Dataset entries
********************

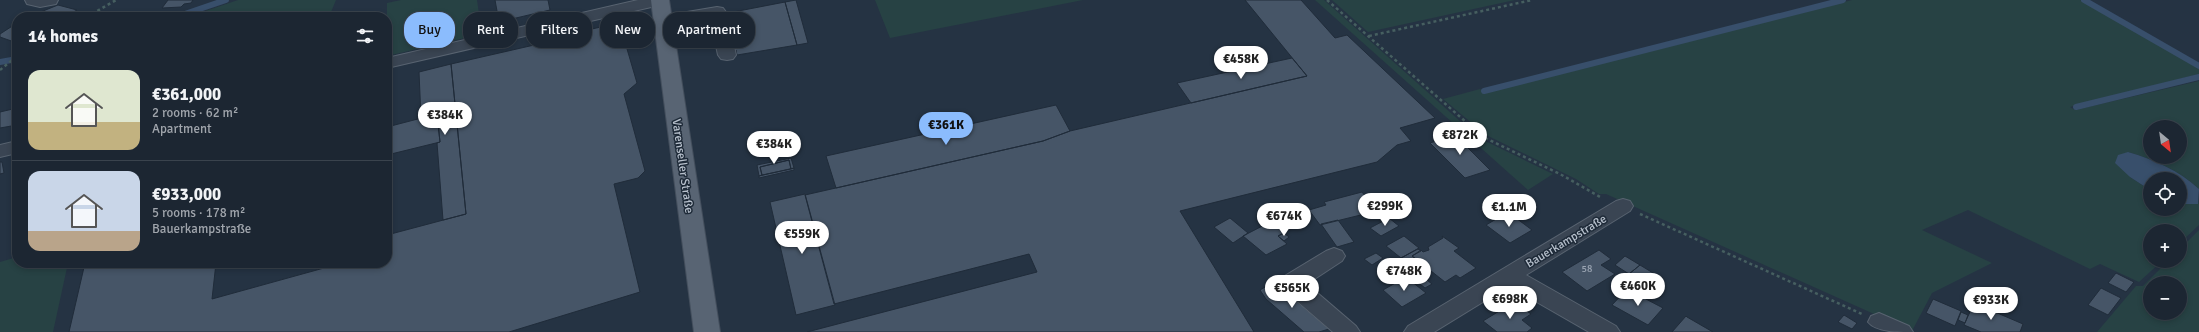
<!DOCTYPE html>
<meta charset="utf-8">
<style>
:root{--surface:#1c2632;--page:#29323e;--text:#f1f3f6;--muted:#a0a5ac;--line:#3a434d;--accent:#8bbcfd}
body{margin:0;font-family:Signika,sans-serif;background:var(--page);color:var(--text);height:100vh;display:flex;flex-direction:column;font-size:15px;white-space:nowrap}
*{box-sizing:border-box;margin:0}
p{font-size:13px;color:var(--muted)}
.icon{flex:none;width:22px;height:22px;fill:none;stroke:currentColor;stroke-width:2;stroke-linecap:round;stroke-linejoin:round}
.map{position:relative;flex:1;overflow:hidden}
.drawer{position:absolute;left:12px;top:12px;width:380px;height:256px;display:flex;flex-direction:column;background:var(--surface);border-radius:16px;box-shadow:0 2px 6px #0003,0 0 0 1px var(--line)}
.drawer>*{flex:none}
.guide{position:absolute;left:404px;top:12px;width:380px;height:36px;display:flex;gap:8px}
.needle{width:26px;rotate:151deg}
.controls{position:absolute;left:2143px;top:120px;display:grid;gap:8px}
.controls a{display:grid;place-items:center;width:44px;height:44px;border-radius:50%;background:var(--surface);box-shadow:0 2px 6px #0003,0 0 0 1px var(--line);font-size:20px}
.price{position:absolute;translate:-50% -34px;padding:0 9px;border-radius:14px;background:#fff;color:#222;font-size:13px;line-height:26px;filter:drop-shadow(0 1px 2px #0008)}
.price::after{content:'';position:absolute;left:50%;top:24px;width:12px;height:9px;margin-left:-6px;background:inherit;clip-path:polygon(0 0,100% 0,50% 100%)}
.price.selected{background:var(--accent);color:#111}
ul{padding:0;list-style:none}
li{display:flex;align-items:center;gap:12px;height:100px;padding:0 16px}
li+li{border-top:1px solid var(--line)}
li span{display:grid;place-items:center;flex:none;width:112px;height:80px;border-radius:12px;color:#555}
li>.icon{margin-inline-start:auto}
span .icon{width:48px;height:48px;fill:#fffc;stroke-width:1}
li b{font-size:17px}
h2{display:flex;justify-content:space-between;align-items:center;height:48px;padding:0 16px;font-size:17px}
.tag{padding:0 14px;border-radius:16px;background:var(--surface);box-shadow:0 2px 6px #0003,0 0 0 1px var(--line);font-size:14px;line-height:36px}
.tag.selected{background:var(--accent);color:#111}
.map>svg:first-child{display:block}
</style>
<div class="map">
<svg width="2199" height="332" viewBox="0 0 2199 332">
<rect width="100%" height="100%" fill="#253343"/>
<path fill="#274244" fill-rule="evenodd" d="M238,0H336L329,17H188Z
M401,0H477L482,34L387,56V3Z
M875,0H1083L890,38Z
M1315,0H1324L1479,138L1553,174L1528,190Z
M1332,0H1515L1368,32Z
M1852,0H2080L2199,68V74L2070,107L2075,110L2199,81V189C2178,170 2155,160 2128,152L2130,177L2150,190V209H2180V204H2198L2199,200V225L2180,243V231H2150V261H2162L2139,282L2100,264L2090,269L1968,210L1922,230L1992,263L1932,293L1912,331L1606,194H1599L1576,179L1486,135L1443,99L1480,89L1485,93ZM2150,127H2180V157H2150Z
M2199,230V332H2097L2136,286H2143L2168,261H2180V249ZM2150,283H2180V313H2150Z
M17,257V263H68L53,332H0V262Z"/>
<path fill="#384f6b" d="M2128,152C2155,160 2178,170 2199,189L2198,204H2180V179H2150V190L2130,177L2115,163L2118,155Z"/>
<g fill="none" stroke-linecap="round" stroke-linejoin="round">
<path stroke="#384f6b" stroke-width="6" d="M2084,0L2199,66
M176,17L226,0
M0,62L17,59
M1484,91L1843,0
M2076,107L2199,77"/>
</g>
<path fill="#465567" stroke="#202c3a" d="M168,0H193L191,3L184,4L181,7L162,8Z
M495,0H548L550,10L499,22Z
M796,0L808,43L797,45L785,2Z
M1245,0H1301L1335,38L1347,35L1435,118L1400,128L1411,141L1397,145L1377,162L1180,211L1254,332H807L1037,272L1029,254L834,304L805,195L1043,141L1070,131L1307,76Z
M785,2L797,45L737,55L736,50L733,51L727,21L729,20L728,13Z
M58,5L77,10L64,17H28Z
M17,23V43L0,37V34Z
M614,24L620,25L637,83L624,94L645,171L638,178L614,184L640,292L509,332H69L85,263H216L212,299L342,263H387V235L466,214L451,64L578,35L583,31Z
M1292,58L1307,76L1191,103L1177,83Z
M451,64L466,214L443,220L437,143L440,142L437,114L421,118L419,72Z
M1056,105L1070,131L1043,141L836,188L826,156Z
M17,108V125L0,128V112Z
M437,114L440,142L387,155V127Z
M1455,135L1490,170L1465,178L1430,143Z
M791,158L794,168L791,169L789,160L760,167L762,175L759,176L757,165Z
M789,160L791,169L762,175L760,167Z
M0,162H2L4,173L0,174Z
M794,168V170L759,178V176Z
M1362,192L1377,211L1320,225L1309,210L1326,205L1324,202Z
M805,194L835,305L796,315L770,202Z
M1504,195L1512,201L1501,207L1492,201Z
M1508,212L1532,230L1510,243L1486,225Z
M1230,218L1248,233L1233,243L1214,227Z
M1389,218L1399,226L1381,236L1370,228Z
M1338,220L1354,242L1337,247L1321,224Z
M1272,221L1280,222L1286,226V232L1278,236L1287,244L1266,255L1243,236Z
M1284,233L1289,237L1284,241L1278,236Z
M1404,236L1419,248L1401,258L1386,246Z
M1442,236L1459,248L1454,251L1476,268L1460,278L1456,275L1445,282L1412,256L1421,250L1423,252L1429,250L1428,247L1443,238Z
M1418,249L1421,251L1412,256L1424,265L1415,270L1401,258Z
M1599,250L1611,259L1601,265L1615,274L1587,291L1562,272Z
M1376,253L1383,258L1372,265L1364,259Z
M1625,256L1640,265L1629,274L1615,265Z
M1640,265L1658,276L1648,285L1629,274Z
M1417,272L1432,284L1425,288L1410,276Z
M2116,273L2134,282L2126,292L2108,283Z
M1406,277L1426,293L1402,307L1383,290Z
M1274,282L1329,329L1319,332H1304L1266,299L1260,290Z
M2101,288L2121,298L2108,315L2088,305Z
M1627,289L1663,308L1648,325L1612,305Z
M1933,299L1961,311L1955,326L1926,313Z
M1514,302L1531,314L1522,320L1532,328L1527,332H1497L1483,321Z
M1974,303L2023,324L2020,332H1981L1964,325Z
M1961,312L1968,315L1965,323L1958,320Z
M1844,315L1857,323L1852,329L1838,322Z
M1686,316L1687,317L1713,332H1672Z"/>
<g fill="none" stroke-linecap="round" stroke-linejoin="round">
<defs>
<path id="minor" d="M25,0H58L56,4L40,7L27,4Z
M638,0H668L666,4L660,5L387,68V58Z
M717,7L723,8L726,12L736,55L733,59L727,60L721,59L718,55L710,18L663,26L657,25L654,21L657,17Z
M17,141V153L0,157V145Z
M1623,199L1630,201L1633,206L1630,211L1526,275L1616,326L1620,332H1589L1509,286L1434,332H1404L1408,326L1616,201Z
M1334,248L1342,251L1345,256L1342,261L1307,284L1356,326L1360,332H1333L1283,289L1280,283L1283,277L1326,251Z
M1879,313L1909,326L1913,332C1898,332 1876,332 1868,322L1871,316Z"/>
<path id="major" d="M651,0H669L720,332H694Z"/>
</defs>
<use href="#minor" stroke="#586370" stroke-width="2"/>
<use href="#major" stroke="#434e5c" stroke-width="2"/>
<path stroke="#465f60" stroke-width="2.5" stroke-dasharray="3 3" stroke-linecap="butt" d="M1327,0L1483,137L1560,174L1602,198
M87,17L116,0
M1369,36L1532,0
M0,70L17,56
M1640,214L1862,314"/>
<use href="#minor" fill="#3a4553" fill-rule="evenodd"/>
<use href="#major" fill="#586473" fill-rule="evenodd"/>
</g>
<g text-anchor="middle" stroke-width="3" stroke-linejoin="round" paint-order="stroke">
<g font-size="10" fill="#9ba5b3">
<text x="1587" y="272">58</text>
</g>
<g font-size="12" fill="#b7c0cc" stroke="#1e2a38">
<text transform="translate(683 166) rotate(82)" y="4">Varenseller Straße</text>
<text transform="translate(1566 241) rotate(-31)" y="4">Bauerkampstraße</text>
</g>
</g>
</svg>
<div class="controls">
<a><svg class="needle" viewBox="-14 -14 28 28"><path d="M0-13l5 13h-10z" fill="#e53935"/><path d="M0 13l5-13h-10z" fill="#a0a5ac"/></svg></a>
<a><svg class="icon" aria-label="locate" viewBox="0 0 24 24"><circle cx="12" cy="12" r="6"/><path d="M12 2v4M12 18v4M2 12h4M18 12h4"/></svg></a>
<a>+</a>
<a>−</a>
</div>
<b class="price" style="left:1241px;top:80px">€458K</b>
<b class="price" style="left:445px;top:136px">€384K</b>
<b class="price selected" style="left:946px;top:146px">€361K</b>
<b class="price" style="left:1460px;top:156px">€872K</b>
<b class="price" style="left:774px;top:165px">€384K</b>
<b class="price" style="left:1385px;top:227px">€299K</b>
<b class="price" style="left:1509px;top:228px">€1.1M</b>
<b class="price" style="left:1284px;top:237px">€674K</b>
<b class="price" style="left:802px;top:255px">€559K</b>
<b class="price" style="left:1404px;top:292px">€748K</b>
<b class="price" style="left:1638px;top:307px">€460K</b>
<b class="price" style="left:1292px;top:309px">€565K</b>
<b class="price" style="left:1510px;top:320px">€698K</b>
<b class="price" style="left:1991px;top:321px">€933K</b>
<div class="guide">
<a class="tag selected">Buy</a>
<a class="tag">Rent</a>
<a class="tag">Filters</a>
<a class="tag">New</a>
<a class="tag">Apartment</a>
</div>
<section class="drawer">
<h2>14 homes<svg class="icon" aria-label="filters" viewBox="0 0 24 24"><path d="M4 7h16M4 17h16"/><circle cx="9" cy="7" r="2"/><circle cx="15" cy="17" r="2"/></svg></h2>
<ul>
<li><span style="background:linear-gradient(#dfe7d0 65%,#c2b280 0)"><svg class="icon" aria-label="home" viewBox="0 0 24 24"><path d="M3 11l9-7 9 7M6 9v11h12V9"/></svg></span><div><b>€361,000</b><p>2 rooms · 62 m²</p><p>Apartment</p></div></li>
<li><span style="background:linear-gradient(#c9d6e8 75%,#b9a48a 0)"><svg class="icon" aria-label="home" viewBox="0 0 24 24"><path d="M3 11l9-7 9 7M6 9v11h12V9"/></svg></span><div><b>€933,000</b><p>5 rooms · 178 m²</p><p>Bauerkampstraße</p></div></li>
</ul>
</section>
</div>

********************

§ **What the task asks**
For the string "muted", show each line of the entries above where it occurs.

§ **Answer for the task**
:root{--surface:#1c2632;--page:#29323e;--text:#f1f3f6;--muted:#a0a5ac;--line:#3a434d;--accent:#8bbcfd}
p{font-size:13px;color:var(--muted)}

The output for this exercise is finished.